André FORTIN : Pitié pour Constance

Collection Polar Jigal, éditions Jigal.

André FORTIN : Pitié pour Constance. Collection Polar Jigal, éditions Jigal.

 

Avec constance, et quitte à défriser quelques grincheux qui n’acceptent pas que nos hommes (et femmes) politiques au pouvoir soient montrés sous leur vrai jour, André Fortin nous invite une fois de plus à le suivre dans son introspection dans les arcanes d’affaires d’état inavouables. Bien sûr, tout ce qui suit n’est que fiction, et friction, mais il n’est pas interdit de penser que sous l’intrigue se cachent des faits qui pourraient éventuellement se dérouler.
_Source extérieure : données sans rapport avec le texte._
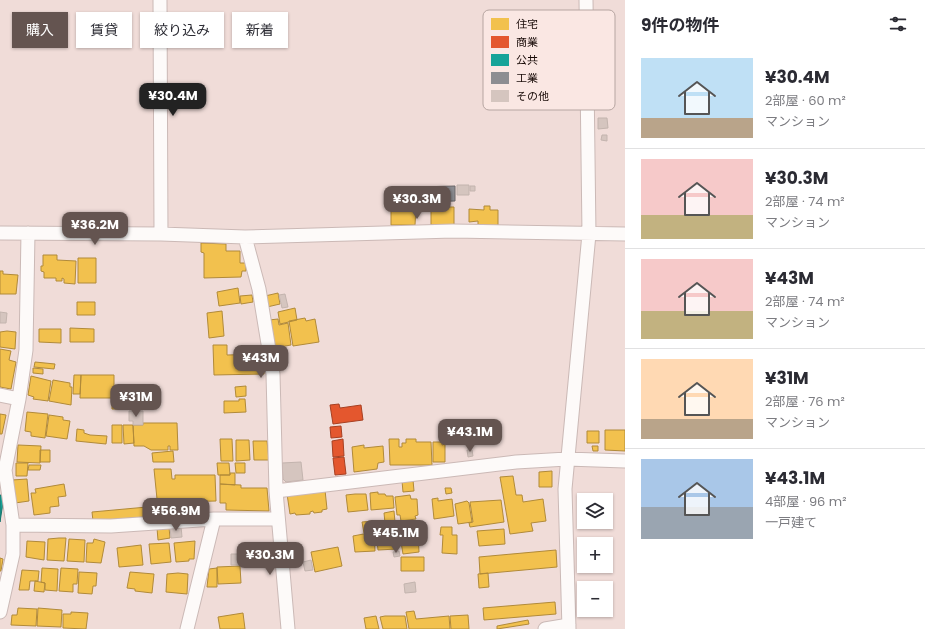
<!DOCTYPE html>
<html lang="ja">
<meta charset="utf-8">
<style>
body{margin:0;font-family:Poppins,"Noto Sans JP",sans-serif;background:#f2f2f3;color:#2b2b33;height:100vh;display:flex;flex-direction:column;font-size:15px;white-space:nowrap}
*{box-sizing:border-box;margin:0}
p{font-size:13px;color:#7c7c81}
.icon{flex:none;width:22px;height:22px;fill:none;stroke:currentColor;stroke-width:2;stroke-linecap:round;stroke-linejoin:round}
.map{position:relative;flex:1;overflow:hidden}
.side{display:flex;flex-direction:column;background:#fff;width:300px}
.side>*{flex:none}
.guide{position:absolute;left:12px;top:12px;width:380px;height:36px;display:flex;gap:8px}
.controls{position:absolute;left:577px;top:493px;display:grid;gap:8px}
.controls a{display:grid;place-items:center;width:36px;height:36px;border-radius:0px;background:#fff;box-shadow:0 1px 3px #0004;font-size:20px}
.price{position:absolute;translate:-50% -34px;padding:0 9px;border-radius:8px;background:#645450;color:#fff;font-size:13px;line-height:26px;filter:drop-shadow(0 1px 2px #0008)}
.price::after{content:'';position:absolute;left:50%;top:24px;width:12px;height:9px;margin-left:-6px;background:inherit;clip-path:polygon(0 0,100% 0,50% 100%)}
.price.selected{background:#222;color:#fff}
ul{padding:0;list-style:none}
li{display:flex;align-items:center;gap:12px;height:100px;padding:0 16px}
li+li{border-top:1px solid #e1e1e2}
li span{display:grid;place-items:center;flex:none;width:112px;height:80px;border-radius:0px;color:#555}
li>.icon{margin-inline-start:auto}
span .icon{width:48px;height:48px;fill:#fffc;stroke-width:1}
li b{font-size:17px}
h2{display:flex;justify-content:space-between;align-items:center;height:48px;padding:0 16px;font-size:17px}
.pill{padding:0 14px;border-radius:0px;background:#fff;box-shadow:0 1px 3px #0004;font-size:14px;line-height:36px}
.pill.selected{background:#645450;color:#fff}
main{display:flex;flex:1;min-height:0}
.map>svg:first-child{display:block}
</style>
<main>
<div class="map">
<svg width="625" height="629" viewBox="0 0 625 629">
<rect width="100%" height="100%" fill="#f0dcd8"/>
<!-- homes -->
<path fill="#f2c14e" stroke="#b18a39" d="M484,206h6v4h8v16h-20v-5l-9,1v-13l15,1z
M391,207h25l-1,18h-24z
M431,207h23v18h-23z
M201,243l25,1v7h14v12h6v8h-4l-1,6 -37,1v-25l-3,-1z
M43,255h14v5l19,1 -1,23 -11,-1v-4l-2,-1v3h-6v-3h-12v-6l-3,-1v-5h2z
M78,258h18v25h-18z
M0,271h3v3l15,1 -2,19h-16z
M238,288l2,15 -21,3 -2,-14z
M278,293l2,11 -13,3 -2,-11z
M252,295l1,7 -12,2 -1,-8z
M77,302h18v13h-18z
M295,308l2,12 -17,4 -2,-12z
M222,311l2,25 -15,2 -2,-25z
M305,318l1,3 9,-2 4,23 -26,4 -4,-25z
M278,319l1,6 9,-2 3,22 -17,3 -5,-28z
M70,328l24,1v13h-24z
M39,329h22v14l-22,-1z
M7,331l9,1 -1,17 -15,-2v-15z
M213,345h14v10l36,-1 1,20 -50,1z
M0,349l11,2 -2,9 7,2 -5,27 -11,-2z
M35,362l20,2 -1,5 -20,-2z
M33,368l10,1v5l-10,-1z
M74,375h7l-1,19h-7z
M81,375h33v23h-34z
M31,376l20,5 -3,20 -15,-2 1,-2 -6,-2z
M53,380l17,3v4h2l-1,18 -22,-4z
M246,386v10l-10,1 -1,-10z
M239,399h6l1,13 -22,1v-12h15z
M112,401h12v8h-12z
M27,412l21,2 -3,24 -14,-2v-4l-6,-1z
M0,414l6,1 -4,19h-2z
M49,415l14,2v3l7,1 -3,18 -21,-3z
M143,423h34l1,27h-8v-4h-2v4h-17l-7,-4h-10l-1,-21h10z
M112,425h10v18h-10z
M123,425h10l1,18 -10,1z
M77,429l7,1v3l6,2 17,1 -1,8 -30,-3z
M605,430h20v21l-20,-1z
M587,431h12v12h-12z
M220,439h12l1,22h-12z
M389,439h10v8h3v-4h4v-4h10v3h15l1,23h-42z
M236,440h13l1,20 -14,1z
M253,441h14l2,19h-15z
M433,442h9v3l3,-1v18h-12z
M18,445l23,1 -1,17 -23,-1z
M364,445v3l19,-2 1,16 -6,1 -1,6 -23,3 -2,-25z
M592,446h6v5h-5z
M40,450h10v12h-10z
M173,451l1,11h-21l-1,-9z
M16,463h12l-1,13h-11z
M217,463h12l1,12h-12z
M235,463h10v10h-9z
M29,465h12l-1,5h-12z
M154,469h17l1,10h3v-4h40l1,26 -41,1v-3h-18z
M552,471v16h-13v-15z
M230,473h5v12l-15,-1v-9h10z
M513,476l3,19h6l1,7 20,-3 3,22 -15,2 2,8 -23,3 -10,-57z
M27,479l2,22 -14,2 -3,-23z
M413,480l1,11 -11,1 -1,-11z
M64,484l2,12 -8,1 1,9 -9,1v6l-16,2 -3,-22h5l-1,-4z
M220,484l21,1v3h26l2,23 -43,-1v-7h-6z
M445,488h6l1,5 -6,1z
M325,490l2,19 -5,1v2l-8,1 -1,-2 -3,1v2l-14,1 -1,-2 -5,1 -3,-20z
M378,492v2h7l1,2h7l1,12 -23,2 -1,-17z
M355,494h11l2,16 -20,2 -2,-17z
M410,495l1,4h6l1,16 -3,1 1,3 -15,2 -1,-6h-3l-2,-18z
M438,498v3l14,-2 2,17 -20,3 -2,-20z
M501,500l3,22 -34,5 -1,-4 4,-1 -3,-20z
M467,501l2,2 3,19 -14,2 -3,-20z
M158,506l1,10 -66,5 -1,-9z
M394,511l1,11 -10,1 -1,-10z
M373,521l1,11 -10,1 -2,-11z
M411,522v6l-11,1v-6z
M169,527l1,11 -12,2 -1,-12z
M441,527h11v8h5v19l-15,-1 1,-18h-3z
M504,529l1,15 -26,2 -2,-15z
M376,531h9l4,4 7,-1 1,15 -19,1z
M374,532l1,19 -20,1 -2,-16z
M418,534l1,18 -16,2 -3,-18z
M59,538h7l-2,23 -17,-1 1,-21z
M69,539l16,1 -1,22 -17,-1z
M94,539l11,3 -4,21 -15,-1 1,-19h6z
M27,541l18,1 -1,18 -18,-3z
M195,541l-1,18h-5v2l-13,1 -2,-19z
M169,543l2,19 -20,2 -2,-20z
M141,545l2,20 -24,2 -2,-19z
M338,547l4,19 -27,6 -4,-20z
M556,550l1,17 -77,7 -1,-17z
M401,557h23v14h-23z
M0,558l3,1 -2,12h-1z
M240,566l1,17 -23,1 -1,-17z
M42,568l16,1 -1,22 -12,-1v-7l-4,-1z
M61,568l17,1 -1,15h-4v8l-14,-1z
M217,568v19h-10l2,-18z
M22,570l17,1 -1,10h-8l-1,9h-10z
M79,572l18,1 -1,13h-3l-1,8 -14,-1z
M130,572l24,2 -2,19 -17,-2v-2l-8,-1z
M178,573l10,1 -1,20 -21,-2 1,-18z
M488,573l1,14 -10,1 -1,-14z
M35,581l10,2 -1,9 -10,-1z
M555,602l1,12 -72,6 -1,-12z
M18,608l19,1 -1,17 -25,-1 1,-10h5z
M38,608l24,2 -1,17 -24,-1z
M414,611l2,8 33,-3 1,13h-41l-3,-17z
M71,612l17,1 -2,16 -23,-1v-14h8z
M243,613l2,16h-25l-2,-12z
M468,615l1,14h-18l-1,-13z
M376,616l3,13h-13l-2,-11z
M385,616h20l2,13h-24l-3,-12z
M528,620l1,4 -32,5v-3z"/>
<!-- shops -->
<path fill="#e4572e" stroke="#a74022" d="M339,404l1,4 21,-3 2,15 -30,4 -3,-19z
M341,426l1,11 -11,1 -1,-11z
M343,439l1,17 -11,1 -1,-16z
M344,457l2,17 -11,1 -2,-17z"/>
<!-- public -->
<path fill="#17a398" stroke="#17756c" d="M0,495l4,1 -4,26z"/>
<!-- industry -->
<path fill="#8d8d92" stroke="#6a6668" d="M455,186v15l-36,1 -1,-15z"/>
<!-- building -->
<path fill="#d5c5bf" stroke="#c3b4ae" d="M598,118h9l1,10 -10,1z
M602,135h5v6l-6,-1z
M457,185h12v10h-12z
M470,186h5v5h-5z
M285,294l3,13 -6,1 -3,-13z
M0,312l7,1 -1,10h-6z
M129,411h14v14h-10v-4h-4z
M467,450h5l1,6 -5,1z
M301,462l2,18 -17,2 -3,-3 -1,-16z
M159,501h5l1,5 -6,1z
M181,526l1,11 -11,1 -1,-11z
M399,551l1,5 -6,1 -1,-5z
M231,554h11v11h-11z
M311,560l2,10 -8,1 -2,-9z
M415,582l1,10 -11,1 -1,-9z"/>
<g fill="none" stroke-linecap="round" stroke-linejoin="round">
<!-- minor casing -->
<g stroke="#cbb9b6" stroke-width="15">
<path id="minor" d="M160,0l1,234
M0,233l161,1 84,3 208,-6 172,3
M245,237l14,52 14,85 3,117 12,138
M0,395l19,4
M276,491l240,-29 51,-3 58,2
M13,525l98,1 103,-7h64
M0,612l13,-58v-29l-8,-55 14,-71 7,-49 2,-117
M187,629l27,-110
M545,629l24,-4
M569,629l-4,-140 24,-255 -3,-234"/>
</g>
<!-- minor -->
<use href="#minor" stroke="#fdfaf9" stroke-width="13"/>
</g>
<!-- legend -->
<rect x="483" y="10" width="132" height="100" rx="6" fill="#fae7e3" stroke="#b6a5a1" stroke-width="1"/>
<rect x="491" y="18" width="18" height="12" fill="#f2c14e"/>
<rect x="491" y="36" width="18" height="12" fill="#e4572e"/>
<rect x="491" y="54" width="18" height="12" fill="#17a398"/>
<rect x="491" y="72" width="18" height="12" fill="#8d8d92"/>
<rect x="491" y="90" width="18" height="12" fill="#d5c5bf"/>
<g font-size="11" fill="#180a07">
<text x="516" y="28">住宅</text>
<text x="516" y="46">商業</text>
<text x="516" y="64">公共</text>
<text x="516" y="82">工業</text>
<text x="516" y="100">その他</text>
</g>
</svg>
<div class="controls">
<a><svg class="icon" aria-label="layers" viewBox="0 0 24 24"><path d="M12 4l9 5-9 5-9-5zM3 14l9 5 9-5"/></svg></a>
<a>+</a>
<a>−</a>
</div>
<b class="price selected" style="left:173px;top:117px">¥30.4M</b>
<b class="price" style="left:417px;top:220px">¥30.3M</b>
<b class="price" style="left:95px;top:246px">¥36.2M</b>
<b class="price" style="left:261px;top:379px">¥43M</b>
<b class="price" style="left:136px;top:418px">¥31M</b>
<b class="price" style="left:470px;top:453px">¥43.1M</b>
<b class="price" style="left:176px;top:532px">¥56.9M</b>
<b class="price" style="left:396px;top:554px">¥45.1M</b>
<b class="price" style="left:270px;top:576px">¥30.3M</b>
<div class="guide">
<a class="pill selected">購入</a>
<a class="pill">賃貸</a>
<a class="pill">絞り込み</a>
<a class="pill">新着</a>
</div>
</div>
<section class="side">
<h2>9件の物件<svg class="icon" aria-label="filters" viewBox="0 0 24 24"><path d="M4 7h16M4 17h16"/><circle cx="9" cy="7" r="2"/><circle cx="15" cy="17" r="2"/></svg></h2>
<ul>
<li><span style="background:linear-gradient(#bfe0f5 75%,#b9a48a 0)"><svg class="icon" aria-label="home" viewBox="0 0 24 24"><path d="M3 11l9-7 9 7M6 9v11h12V9"/></svg></span><div><b>¥30.4M</b><p>2部屋 · 60 m²</p><p>マンション</p></div></li>
<li><span style="background:linear-gradient(#f6c9c9 70%,#c2b280 0)"><svg class="icon" aria-label="home" viewBox="0 0 24 24"><path d="M3 11l9-7 9 7M6 9v11h12V9"/></svg></span><div><b>¥30.3M</b><p>2部屋 · 74 m²</p><p>マンション</p></div></li>
<li><span style="background:linear-gradient(#f6c9c9 65%,#c2b280 0)"><svg class="icon" aria-label="home" viewBox="0 0 24 24"><path d="M3 11l9-7 9 7M6 9v11h12V9"/></svg></span><div><b>¥43M</b><p>2部屋 · 74 m²</p><p>マンション</p></div></li>
<li><span style="background:linear-gradient(#ffd9b3 75%,#b9a48a 0)"><svg class="icon" aria-label="home" viewBox="0 0 24 24"><path d="M3 11l9-7 9 7M6 9v11h12V9"/></svg></span><div><b>¥31M</b><p>2部屋 · 76 m²</p><p>マンション</p></div></li>
<li><span style="background:linear-gradient(#a9c7e8 60%,#9aa5b1 0)"><svg class="icon" aria-label="home" viewBox="0 0 24 24"><path d="M3 11l9-7 9 7M6 9v11h12V9"/></svg></span><div><b>¥43.1M</b><p>4部屋 · 96 m²</p><p>一戸建て</p></div></li>
</ul>
</section>
</main>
Un proverbe dit Tel père tel fils, mais un autre, en totale contradiction, affirme A père avare, fils prodigue. Et entre Albert Sicardi, député de droite soutenant la politique présidentielle sans se poser de questions, et sa fille Constance, qui a établi ses relations du côté de l’ultragauche, c’est la seconde maxime qui s’applique. Elle est devenue l’égérie d’un groupuscule installé dans les Cévennes, et participe activement en soutenant les grèves, les ouvriers, les occupations d’usines, tout ce qui dérange la société bien pensante et surtout le pouvoir en place. Lors d’un meeting à Marseille, ville dont elle est native et dont son père est député, elle focalise sur elle l’attention des participants, supplantant la gauche traditionnelle. Des agents de la DCRI sont là en tant qu’observateurs, et ceux-ci remarquent dans la foule un de leurs collègues, ancien des RG avant d’avoir été recruté par la DST lorsque ces deux entités étaient séparées, un homme qui n’a pas bonne presse. Or la jeune femme est enlevée en pleine ville par des individus qui se déplacent en 4X4. Le procureur de la république est fortement embarrassé, car le contexte politique lui enjoint de marcher sur des œufs. Sicardi préfère rencontrer le juge Galltier, considéré comme l’un des représentants de cette mouvance qui fit jaser et que l’on appelle les juges rouges.

Le conseiller préféré du président, Vernier, est chargé d’organiser une cellule dite Cellule Grise afin de complaire à l’oncle Sam et mettre fin aux visées terroristes réelles ou supposées. Et après la mise en place de cette organisation secrète, Vernier est obligé de se salir les mains seul, le président passant à autre chose, comme s’il n’était plus concerné. Vernier appartient également à une autre mouvance occulte, la Nouvelle Ligue, dont le Grand-Maître professe des idées de droite, pour ne pas dire de droite extrême. C’est sur les ordres de ce Grand-Maître que Constance a été kidnappée, puis séquestrée à Barcelone par des hommes de la Cellule Grise.

Les affres de Sicardi, les louvoiements du procureur, l’entêtement de Galtier, les hommes de l’ombre, la force de caractère de Constance, font de ce roman un thriller, le mot est à la mode, disons une politique fiction, diablement efficace. Les petits coups assénés par ci par là font du bien. On n’est pas dans ce que certains appellent le politiquement correct, mais dans un roman écrit par un auteur qui juge (il l’est dans la vie professionnelle !) sans complaisance le pouvoir politique. Ainsi peut-on lire « C’était l’époque où le nouveau chef de son parti (celui du député), brûlant les étapes d’une évolution mortifère déjà bien entamée, avait érigé en système électoral l’hypocrisie, le faux-semblant, le pur mensonge même ». Difficile d’être plus explicite. Un peu plus loin, Sicardi déclare : « Ces ultragauchistes, on leur met sur le dos tout ce qui, en France, peut ressembler à un acte terroriste ou de sabotage. C’est bien commode… ». On ne peut s’empêcher de penser à ces arrestation opportunes de Tarnac, affaire qui aujourd’hui est oubliée des médias mais toujours pas résolue. Quant à Sicardi, l’enlèvement de sa fille lui fait réviser son jugement et ses opinions politiques. Autre chose : la littérature nordique n’est pas la préférée de Galtier : « j’étais depuis peu dans les plumes avec un bon polar nordique dans les mains, mais la description du temps pourri qui caractérise ces pays septentrionaux, l’horreur du crime, les ennuis personnels de l’enquêteur avec son unique enfant, toxicomane, sa mauvaise santé à lui, le manque de soutien de sa hiérarchie et sa solitude abyssale avaient commencé à m’affecter le moral, moi qui, étant un peu de la partie, ai tendance à m’identifier au héros peut-être plus facilement qu’un autre ». Alors un bon polar méridional, ça ne peut que donner le moral.